■ **TASK INSTRUCTIONS**:
From the records below, return every line containing the word "banner".

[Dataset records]
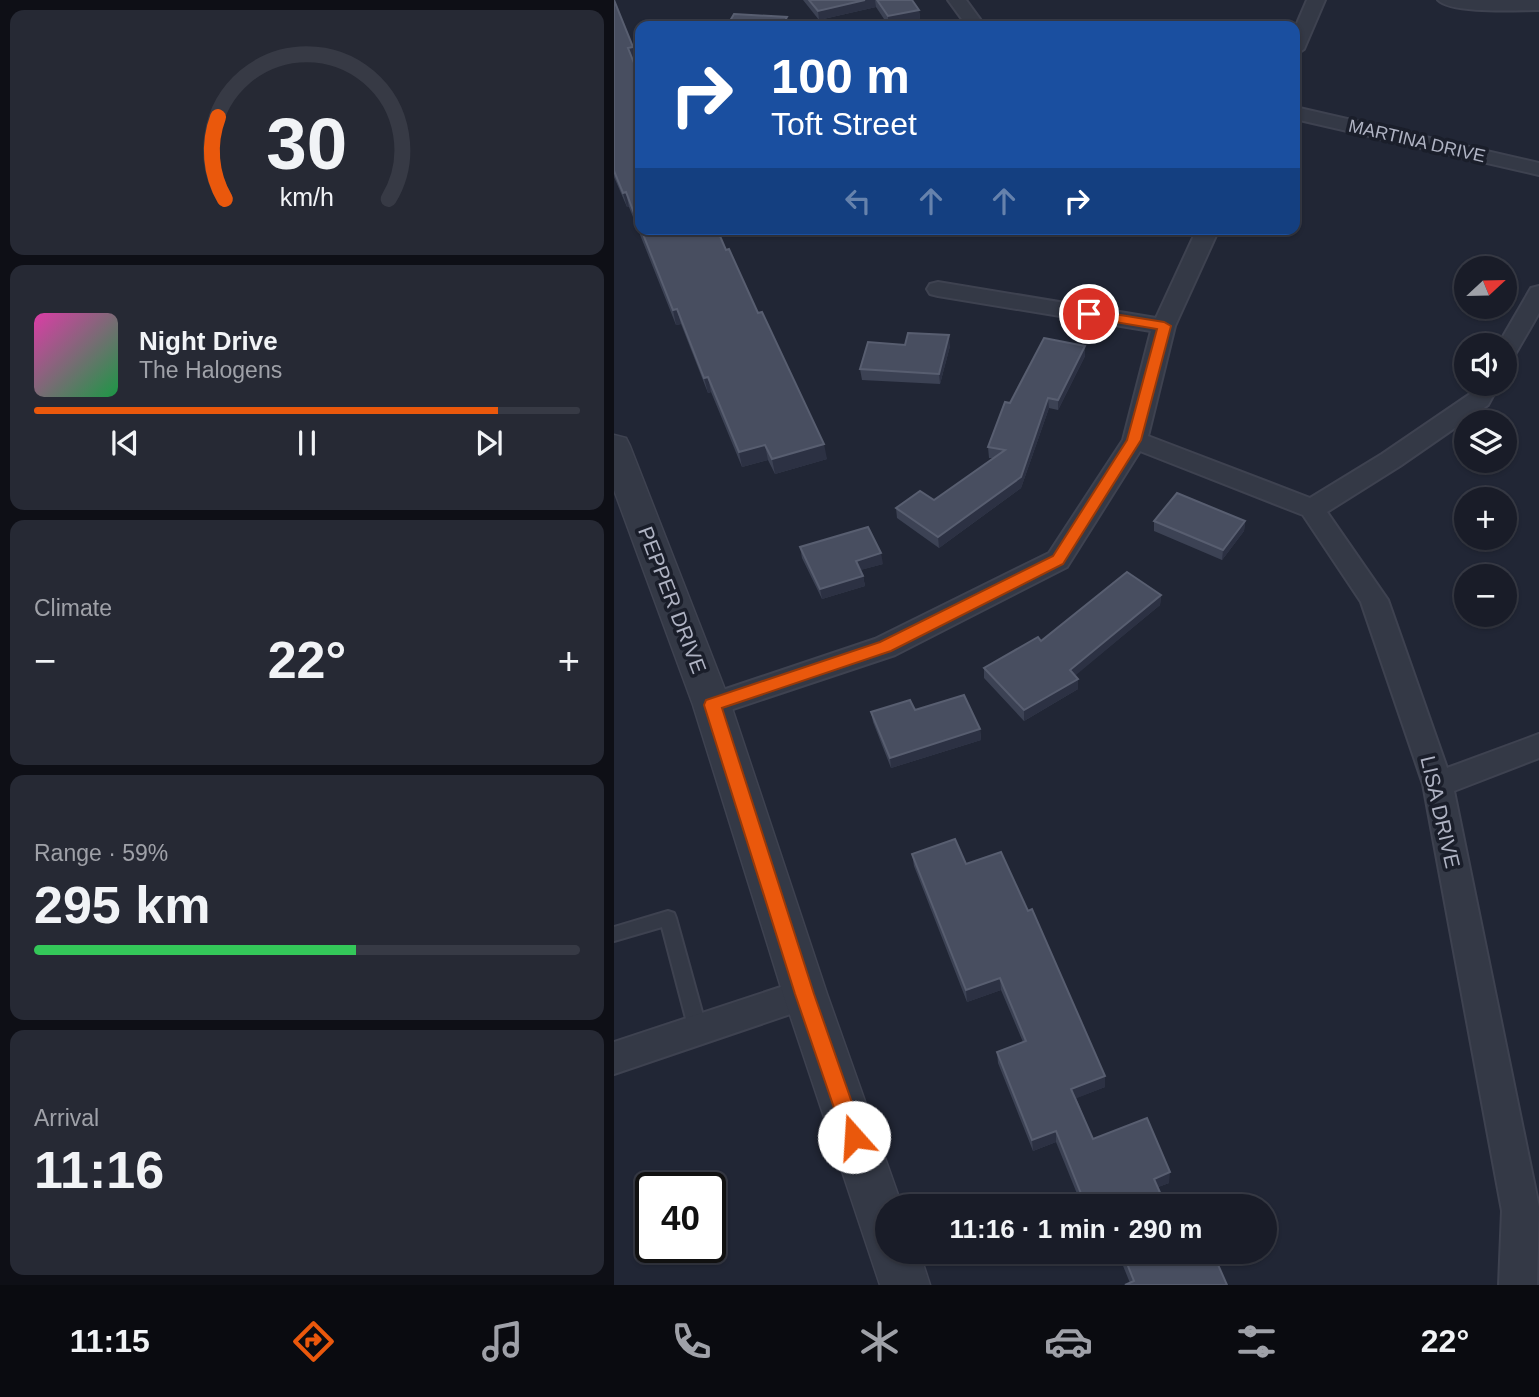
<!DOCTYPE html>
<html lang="en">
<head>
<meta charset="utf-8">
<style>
  :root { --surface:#191c28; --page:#262934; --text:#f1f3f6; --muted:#9fa1a8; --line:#373a45; --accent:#ea580c }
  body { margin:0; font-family:Arial,sans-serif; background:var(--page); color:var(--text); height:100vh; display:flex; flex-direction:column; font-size:26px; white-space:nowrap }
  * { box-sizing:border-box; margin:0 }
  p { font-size:23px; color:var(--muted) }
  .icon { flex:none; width:38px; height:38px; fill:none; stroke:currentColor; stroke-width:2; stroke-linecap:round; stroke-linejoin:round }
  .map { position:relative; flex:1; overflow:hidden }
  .side { display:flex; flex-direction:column; gap:10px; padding:10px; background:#0e0f16; width:614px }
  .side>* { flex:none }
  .banner { position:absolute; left:21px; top:21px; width:665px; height:214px; border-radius:14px; box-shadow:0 2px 5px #0004,0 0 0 2px var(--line); background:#1a4fa0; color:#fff; overflow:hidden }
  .needle { width:46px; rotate:68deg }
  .controls { position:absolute; left:840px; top:256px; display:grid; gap:14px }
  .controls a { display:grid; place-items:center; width:63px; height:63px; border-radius:50%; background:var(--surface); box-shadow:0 2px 5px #0004,0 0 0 2px var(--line); font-size:35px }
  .speed { position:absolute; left:21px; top:1172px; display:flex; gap:14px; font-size:35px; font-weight:700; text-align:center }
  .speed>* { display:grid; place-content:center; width:91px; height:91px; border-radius:50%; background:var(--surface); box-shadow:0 2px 5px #0004,0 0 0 2px var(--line); line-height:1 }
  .speed .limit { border:4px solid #111; border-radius:10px; background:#fff; color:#111 }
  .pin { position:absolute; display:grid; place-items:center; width:60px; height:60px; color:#fff; margin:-30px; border:4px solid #fff; border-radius:50%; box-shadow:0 2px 7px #0007 }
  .me { position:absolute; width:77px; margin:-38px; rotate:341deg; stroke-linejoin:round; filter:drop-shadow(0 0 5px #0008) }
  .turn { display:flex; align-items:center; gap:24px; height:147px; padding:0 21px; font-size:32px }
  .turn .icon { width:91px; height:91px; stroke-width:2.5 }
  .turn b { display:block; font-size:49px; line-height:60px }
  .lanes { display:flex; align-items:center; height:66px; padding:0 21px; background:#0003; justify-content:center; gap:35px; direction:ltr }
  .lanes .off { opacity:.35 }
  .big { font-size:52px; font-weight:700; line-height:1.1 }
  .side .tile { flex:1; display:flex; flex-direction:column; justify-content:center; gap:10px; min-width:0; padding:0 24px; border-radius:14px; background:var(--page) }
  .side .dial { align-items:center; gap:0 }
  .dial svg { height:182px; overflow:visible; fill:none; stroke:var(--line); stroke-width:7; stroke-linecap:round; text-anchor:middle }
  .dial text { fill:var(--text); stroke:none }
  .song { display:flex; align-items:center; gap:21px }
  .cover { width:84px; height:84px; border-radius:10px; background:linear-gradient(135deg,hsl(320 70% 55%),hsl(140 70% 35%)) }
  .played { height:7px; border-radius:4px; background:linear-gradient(90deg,var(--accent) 85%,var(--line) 85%) }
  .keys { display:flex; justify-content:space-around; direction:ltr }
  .heat { display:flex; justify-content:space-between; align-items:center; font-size:38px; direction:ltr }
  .charge { height:10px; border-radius:5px; background:linear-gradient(90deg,#34c759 59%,var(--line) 0) }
  .trip { position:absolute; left:261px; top:1194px; width:402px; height:70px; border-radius:35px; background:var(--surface); box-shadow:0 2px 5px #0004,0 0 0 2px var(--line); font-weight:700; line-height:70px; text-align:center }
  .tabs { display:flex; height:112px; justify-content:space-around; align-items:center; background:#0a0b10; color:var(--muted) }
  .tabs .icon { width:49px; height:49px }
  .tabs .active { color:var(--accent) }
  .tabs b { font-size:32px; color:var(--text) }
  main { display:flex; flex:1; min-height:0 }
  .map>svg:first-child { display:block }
</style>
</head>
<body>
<main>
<section class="side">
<div class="tile dial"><svg viewBox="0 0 100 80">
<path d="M14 69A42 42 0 1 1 86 69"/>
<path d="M14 69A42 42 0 0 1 11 33" stroke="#ea580c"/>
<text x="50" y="56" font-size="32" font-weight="700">30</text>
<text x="50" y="72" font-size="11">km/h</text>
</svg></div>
<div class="tile">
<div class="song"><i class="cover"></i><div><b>Night Drive</b><p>The Halogens</p></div></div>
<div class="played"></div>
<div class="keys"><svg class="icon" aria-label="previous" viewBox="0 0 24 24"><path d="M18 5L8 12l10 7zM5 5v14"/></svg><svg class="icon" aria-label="pause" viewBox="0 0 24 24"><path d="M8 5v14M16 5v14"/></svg><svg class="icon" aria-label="next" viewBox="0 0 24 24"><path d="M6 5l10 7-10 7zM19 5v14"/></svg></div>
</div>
<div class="tile"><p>Climate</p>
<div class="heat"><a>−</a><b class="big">22°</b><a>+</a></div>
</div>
<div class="tile"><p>Range · 59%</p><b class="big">295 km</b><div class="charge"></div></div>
<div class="tile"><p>Arrival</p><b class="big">11:16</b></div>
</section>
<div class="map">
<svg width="925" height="1285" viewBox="0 0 925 1285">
  <rect width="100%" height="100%" fill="#212635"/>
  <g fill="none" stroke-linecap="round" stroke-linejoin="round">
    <!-- service casing -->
    <g stroke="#3e4250" stroke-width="4">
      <path id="service" d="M54 911 60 913 62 918 93 1030 90 1036 84 1038 78 1036 75 1030 48 927 0 941V927Z"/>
    </g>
    <!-- minor casing -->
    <g stroke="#3e4250" stroke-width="4">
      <path id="minor" d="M334 0H352L371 26H353Z
        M693 0H711L690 49 681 55V28Z
        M824 0H925V10C904 10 837 14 824 0Z
        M681 107 925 163V175L681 119Z
        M583 229H605L561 326 534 436 696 498 768 454 856 394 862 383H886L874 405 786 466 713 512 774 600 833 768 925 734V758L840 791 925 1207 923 1285H885L888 1211 809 784 747 602 689 515 526 451 453 567 281 655 98 716 88 713 83 705 88 697 261 639 435 553 509 440 537 331 324 296 316 294 313 289 316 284 324 282 542 318Z
        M925 286V313L899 358 891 360V345H884L917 288Z
        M191 979 203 983 208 994 203 1005 0 1074V1042Z"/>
    </g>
    <!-- tertiary casing -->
    <g stroke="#3e4250" stroke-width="3">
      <path id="tertiary" d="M0 435 12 438 16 446 117 705 213 994 288 1206H273V1251H305L316 1285H266L169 994 79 705 0 490Z"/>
    </g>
    <!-- service -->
    <use href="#service" fill="#343946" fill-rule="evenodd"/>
    <!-- minor -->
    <use href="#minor" fill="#343946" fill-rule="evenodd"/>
    <!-- tertiary -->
    <use href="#tertiary" fill="#343946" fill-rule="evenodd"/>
  </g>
  <!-- wall -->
  <path fill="#3c4254" d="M0 0 22 61 19 62 26 229 112 250 144 313 213 459 161 474 154 460 128 467 97 392 94 393 67 324 62 325 15 207H13L0 177Z
    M189 0H298L305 10 306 19 274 25 262 7 205 20Z
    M291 345 336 346 326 384 248 380 246 369Z
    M471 346V356L444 410 435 408 407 488 325 548 283 518 282 508 320 500 379 458H375L374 447 396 403Z
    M540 521H631L630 531 608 560 540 531Z
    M186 547 269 564 246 570 249 576 251 586 208 599 188 558Z
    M547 595 546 605 461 675 464 689 410 721 370 678V668L427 641Z
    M301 710 366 729 367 740 277 768 259 722 257 712Z
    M298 854 352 864 414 911 491 1076V1087L462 1098 479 1139 555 1183 544 1187 552 1206H468L442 1142 419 1151 384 1063 383 1052 409 1042 387 990 353 1002 300 866Z
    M503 1251H572L516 1283Z"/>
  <!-- shaded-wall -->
  <path fill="#2c3143" d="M251 0H261L262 7 205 20 204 11Z
    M305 10 306 19 274 25V16Z
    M173 17 174 26H168Z
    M19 47 22 61 17 62 14 48Z
    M12 192 15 207H13L9 193Z
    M63 309 67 324 62 325 59 310Z
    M335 335 336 346 326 384 325 374Z
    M471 346V356L444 410V400Z
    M94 377 97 392 94 393 90 378Z
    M434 398 435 408 407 488 325 548 324 537Z
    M210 444 213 459 161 474 158 459Z
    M151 445 154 460 128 467 125 452Z
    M631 521 630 531 608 560 609 550Z
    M267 553 269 564 243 571 242 561Z
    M249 576 251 586 208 599 206 589Z
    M547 595 546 605 456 680V670Z
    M464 679V689L410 721V710Z
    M366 729 367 740 277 768 276 758Z
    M386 978 387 990 353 1002 352 990Z
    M491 1076V1087L458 1100 457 1089Z
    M442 1131V1142L419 1151 418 1140Z
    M556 1172 555 1183 539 1189 540 1179Z"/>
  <!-- building -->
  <path fill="#484e60" stroke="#585e70" stroke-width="2" d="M0 0 19 47 14 48 26 78V229L12 192 9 193 0 171Z
    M195 0H251L204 11Z
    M263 0H298L305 10 274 16Z
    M120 14 173 17 168 26H113Z
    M27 229H103L112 250 115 249 144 313 148 312 210 444 158 459 151 445 125 452 94 377 90 378 63 309 59 310Z
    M294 333 335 335 325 374 246 369 254 342 291 345Z
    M430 338 471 346 444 400 434 398 407 477 324 537 282 508 306 491 320 500 391 450 374 447 391 402 396 403Z
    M563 493 631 521 609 550 540 521Z
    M254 527 267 553 242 561 249 576 206 589 186 547Z
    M513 572 547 595 456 670 464 679 410 710 370 668 424 637 427 641Z
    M350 695 366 729 276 758 257 712 296 700 301 710Z
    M341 839 352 864 387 852 414 911 418 909 491 1076 457 1089 479 1139 533 1118 556 1172 540 1179 552 1206H472L442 1131 418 1140 383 1052 412 1041 386 978 352 990 298 854Z
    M508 1251H572L575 1258 591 1251H598L613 1285H511L520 1281Z"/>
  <!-- route -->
  <path fill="#ea580c" stroke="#983908" stroke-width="2" d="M475 310 550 322 557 326 527 440 449 564 277 651 108 708 200 994 250 1137 247 1144 240 1147 233 1144 230 1137 181 994 90 705 92 700 266 642 439 556 513 440 543 329 471 317V311Z"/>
  <g text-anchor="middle" stroke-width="7" stroke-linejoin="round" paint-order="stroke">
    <!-- far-street labels -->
    <g font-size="18" fill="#afb3c3" stroke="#1a1e2a">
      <text transform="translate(803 141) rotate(13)" y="6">MARTINA DRIVE</text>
    </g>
    <!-- street labels -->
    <g font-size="21" fill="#afb3c3" stroke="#1a1e2a">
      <text transform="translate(58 600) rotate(69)" y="7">PEPPER DRIVE</text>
      <text transform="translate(826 812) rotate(77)" y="7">LISA DRIVE</text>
    </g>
  </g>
</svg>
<div class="controls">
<a><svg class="needle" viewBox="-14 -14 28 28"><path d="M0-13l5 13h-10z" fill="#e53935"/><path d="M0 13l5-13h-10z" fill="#9fa1a8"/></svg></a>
<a><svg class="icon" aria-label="sound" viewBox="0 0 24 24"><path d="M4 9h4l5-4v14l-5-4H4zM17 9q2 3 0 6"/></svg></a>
<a><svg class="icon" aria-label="layers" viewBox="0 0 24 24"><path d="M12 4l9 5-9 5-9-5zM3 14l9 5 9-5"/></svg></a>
<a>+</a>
<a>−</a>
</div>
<div class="speed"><div class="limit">40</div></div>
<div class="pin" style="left:475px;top:314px;background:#d93025"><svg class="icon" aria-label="arrive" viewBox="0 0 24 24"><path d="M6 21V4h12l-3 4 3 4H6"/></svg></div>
<svg class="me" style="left:240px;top:1137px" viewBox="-20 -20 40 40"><circle r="19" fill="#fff"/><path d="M0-13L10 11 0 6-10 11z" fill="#ea580c"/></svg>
<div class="trip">11:16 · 1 min · 290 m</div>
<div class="banner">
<div class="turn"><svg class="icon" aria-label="right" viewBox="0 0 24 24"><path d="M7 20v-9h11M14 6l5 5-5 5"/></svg><div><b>100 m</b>Toft Street</div></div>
<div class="lanes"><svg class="icon off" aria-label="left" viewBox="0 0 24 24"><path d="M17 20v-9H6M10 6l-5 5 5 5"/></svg><svg class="icon off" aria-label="ahead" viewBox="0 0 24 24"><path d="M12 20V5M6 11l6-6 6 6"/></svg><svg class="icon off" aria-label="ahead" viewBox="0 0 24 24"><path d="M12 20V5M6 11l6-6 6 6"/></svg><svg class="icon" aria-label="right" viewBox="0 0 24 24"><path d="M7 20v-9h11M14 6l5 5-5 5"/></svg></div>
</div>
</div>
</main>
<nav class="tabs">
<b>11:15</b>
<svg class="icon active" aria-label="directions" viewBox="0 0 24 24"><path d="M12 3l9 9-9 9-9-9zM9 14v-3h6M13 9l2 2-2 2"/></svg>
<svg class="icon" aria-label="music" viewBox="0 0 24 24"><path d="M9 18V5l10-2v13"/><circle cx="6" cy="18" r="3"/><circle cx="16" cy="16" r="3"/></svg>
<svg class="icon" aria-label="phone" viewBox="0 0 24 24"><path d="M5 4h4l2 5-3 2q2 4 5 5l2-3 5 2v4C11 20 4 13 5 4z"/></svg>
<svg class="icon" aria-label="climate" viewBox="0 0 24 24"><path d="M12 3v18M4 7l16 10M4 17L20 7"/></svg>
<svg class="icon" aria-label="car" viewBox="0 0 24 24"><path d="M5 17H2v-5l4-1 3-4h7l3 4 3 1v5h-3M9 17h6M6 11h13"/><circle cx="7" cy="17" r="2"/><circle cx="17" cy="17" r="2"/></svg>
<svg class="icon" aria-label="filters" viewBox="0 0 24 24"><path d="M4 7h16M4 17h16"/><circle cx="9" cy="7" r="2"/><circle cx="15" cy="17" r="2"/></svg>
<b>22°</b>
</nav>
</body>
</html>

■ **RESPONSE TO THIS EXERCISE**:
  .banner { position:absolute; left:21px; top:21px; width:665px; height:214px; border-radius:14px; box-shadow:0 2px 5px #0004,0 0 0 2px var(--line); background:#1a4fa0; color:#fff; overflow:hidden }
<div class="banner">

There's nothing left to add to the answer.